僕も基本的には同感ですが、やはりテロ国家指定の解除はケシカランと思います。
この融和的な政策はネオコンとよばれる人達が政権から去ったことが大きいでしょう。日本の言論界のおかしなところは、あれほどネオコンを批判しておきながら、こういう事態になってもなんの反省もない。アメリカのとる政策が日本の国益にとって望ましいかまったく考えてませんね。

アメリカにとっては何も合衆国市民が拉致されたわけではありません。拉致は日本政府が解決しなくてはならない問題です。アメリカは協力しかできないでしょう。
フォークランド紛争の際にアメリカは南米諸国との関係悪化を恐れて英国の武力行使には反対でした。しかしマギー・サッチャーが外国の軍隊が英領土を占領しているのは許せないとして武力行使を辞さずだったからアメリカも英国支持になりました。
今の日本をこの例に例えるなら英国がフォークランドの奪回をアメリカに依頼しているようなものです。
アメリカに強い態度を望むなら当事者である日本自身がもっともっと強い態度をとらなければいけません。


御説にもろ手を上げて賛成。
指定解除はどう贔屓目に見ても時機尚早ですが、「拉致問題も6カ国協議の問題」とブッシュ大統領がわざわざ明言してくれているのだから、これで経済カード(日本の唯一の持ち札)が使い易くなるというものです。
先日、安保理のプレス向け声明に米国が拉致問題を入れようとして中露(とりわけ中国)に潰されたのですが、それでも一番憎いのはアメリカなのか、理解しかねるところです。裏を返せば、右翼と自負していても、究極のところでは無意識のうちに「アメリカ依存」だということなのでしょう。

アラメイン伯さん、高峰さん、

二人とも同様な趣旨のコメントなので、まとめて返答します。

本文中では指摘していなかったのですが、以前の記事で今年の4月6日のアメリカ議会レポートで拉致がテロであると記されていることに言及していました。
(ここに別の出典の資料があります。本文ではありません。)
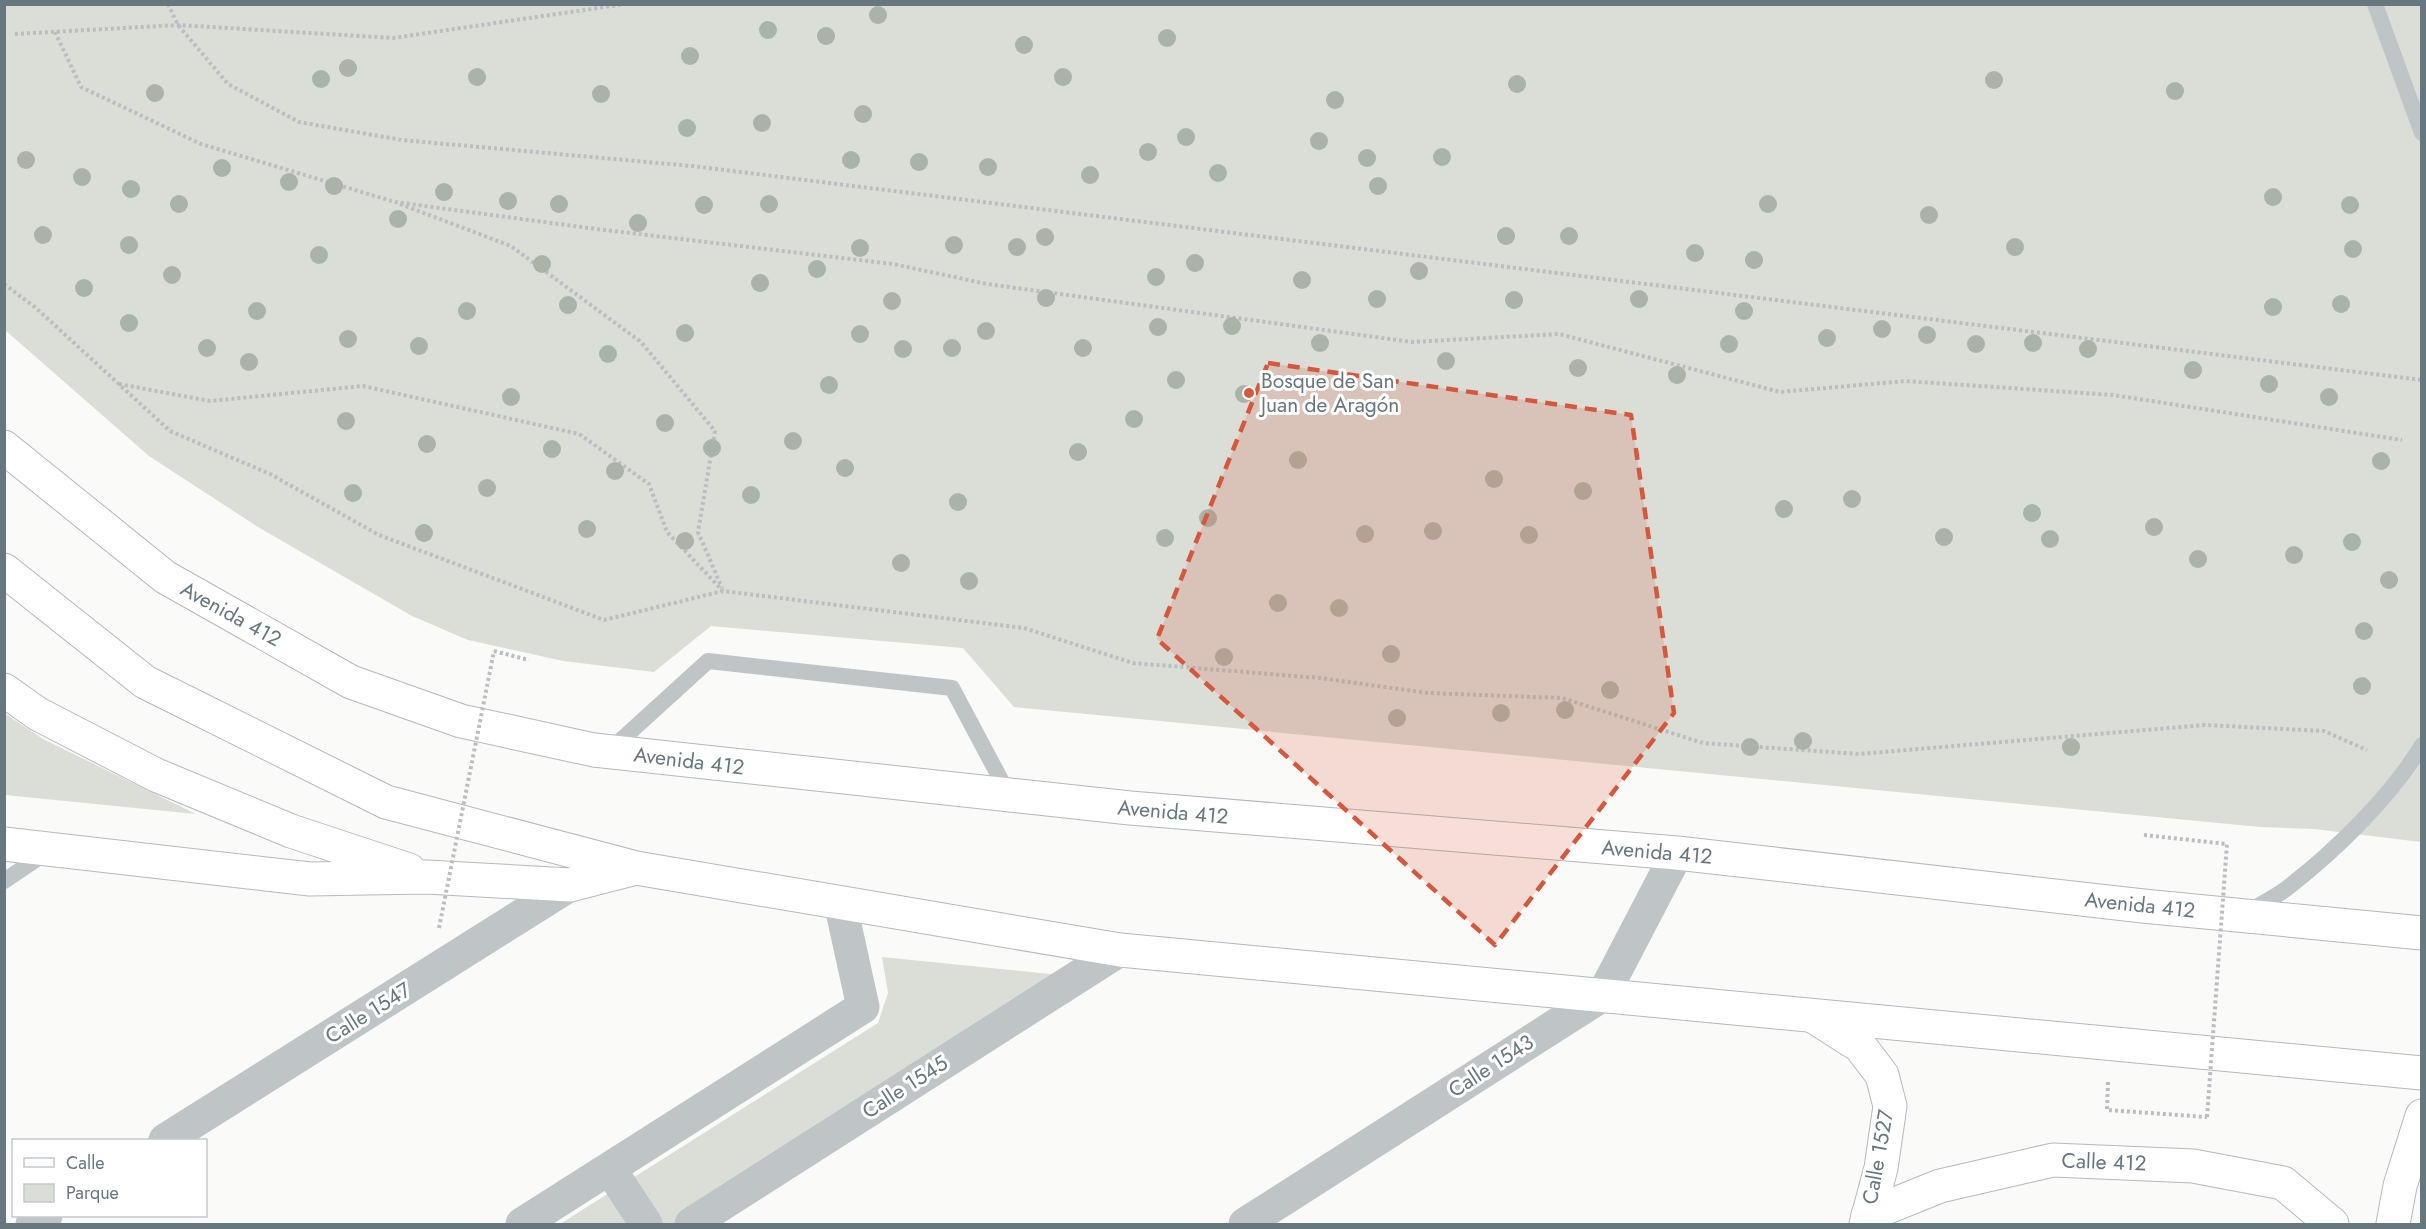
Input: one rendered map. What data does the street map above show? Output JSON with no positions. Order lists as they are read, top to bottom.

日テレZEROでの村尾信尚のインタビューでもこうしたことに触れて欲しかったです。それ以上に私が違和感を覚えたのは、あれでは日本国民が拉致ばかりを気にかけて核には無関心のような印象を与えかねないことです。これも仕方ないのかも知れません。メディアも「企業の論理」で動くので。個人での質問なら、もっと違ったのでしょうが、あいにく組織を代表しないとホワイトハウスなど今や入れません。
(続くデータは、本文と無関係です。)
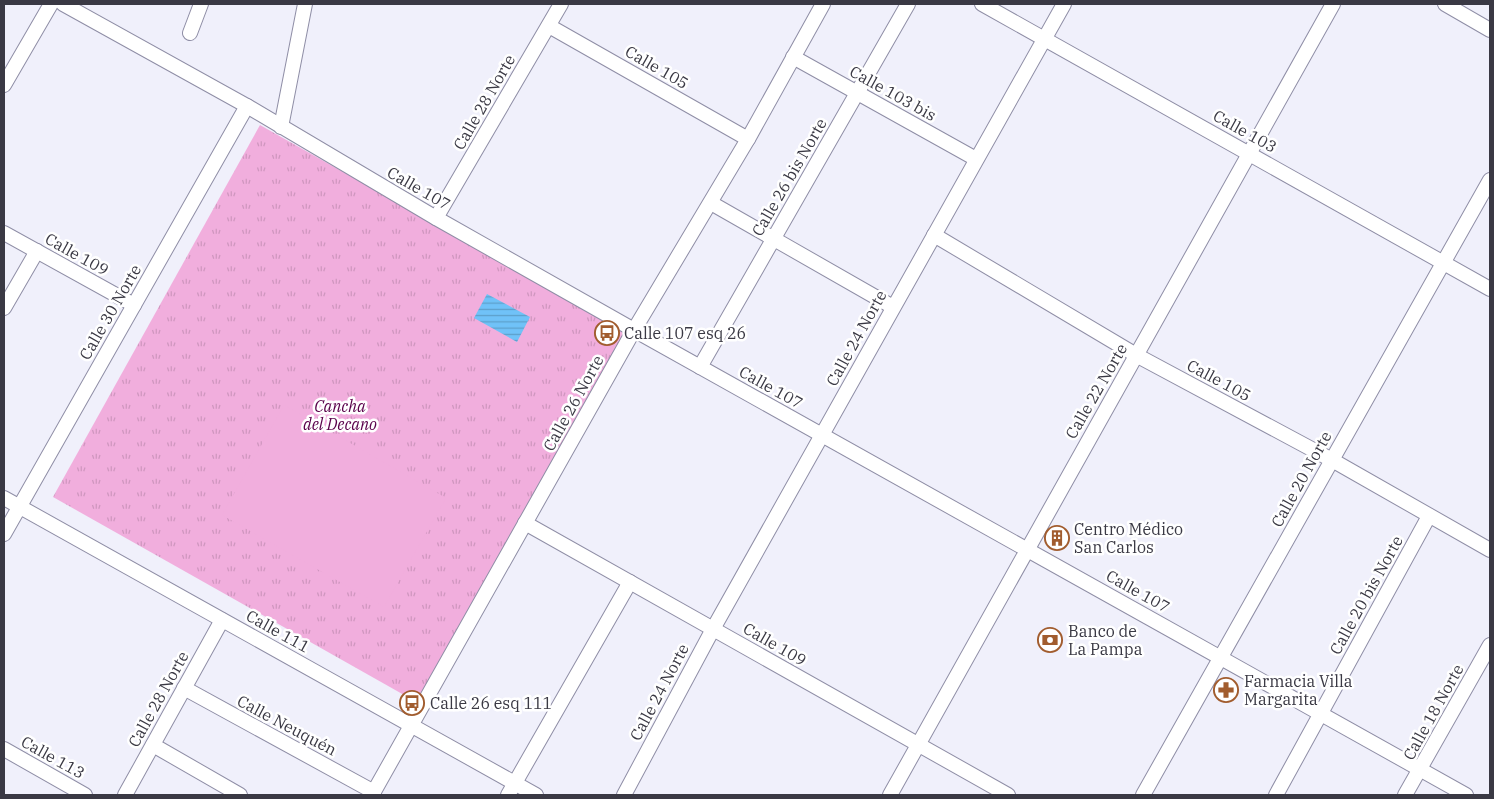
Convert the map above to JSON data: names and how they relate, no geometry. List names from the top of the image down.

何やらロバート・ケーガンの「ネオコンの論理(Of Paradise and Power)」を思い起こさせます。どれほど死活的な核問題であろうと、大きな問題は覇権国家に任せてしまうという。

フォークランドの比喩は疑問が残ります。中南米諸国は本気でアルゼンチンを支援するよりも、紛争を早く終わらせてECとの経済関係を維持したかったでしょう。

アメリカにしても植民地時代の時代がかった問題よりも、NATOの中核であるイギリス軍(海軍にいたっては2/3)がヨーロッパを離れることを懸念したのが本当でしょう。当時は冷戦の最中でしたし。こうなったら早くけりをつけてくれというのが本音だったのでは。

これに対して北朝鮮はアメリカにとって深刻な脅威ですし、核にしてもヤミ経済にしても拉致にしても、北朝鮮が言を左右に国際社会を誤魔化してもらうものだけもらおうとしているなら由々しきことです。

そこは日本もアメリカに再確認しておくのは当然です。いずれにせよ右翼連中も本心はアメリカ依存なのは仕方ありません。フォークランドと違って日本が特殊部隊を送って拉致被害者を救出できるわけでもなく、しかも被害者がどこにいるのか全くわからないのです。

間違ってその日の食事にも事欠く貧農の家でも襲ったら、風車小屋を襲ったドン・キホーテです。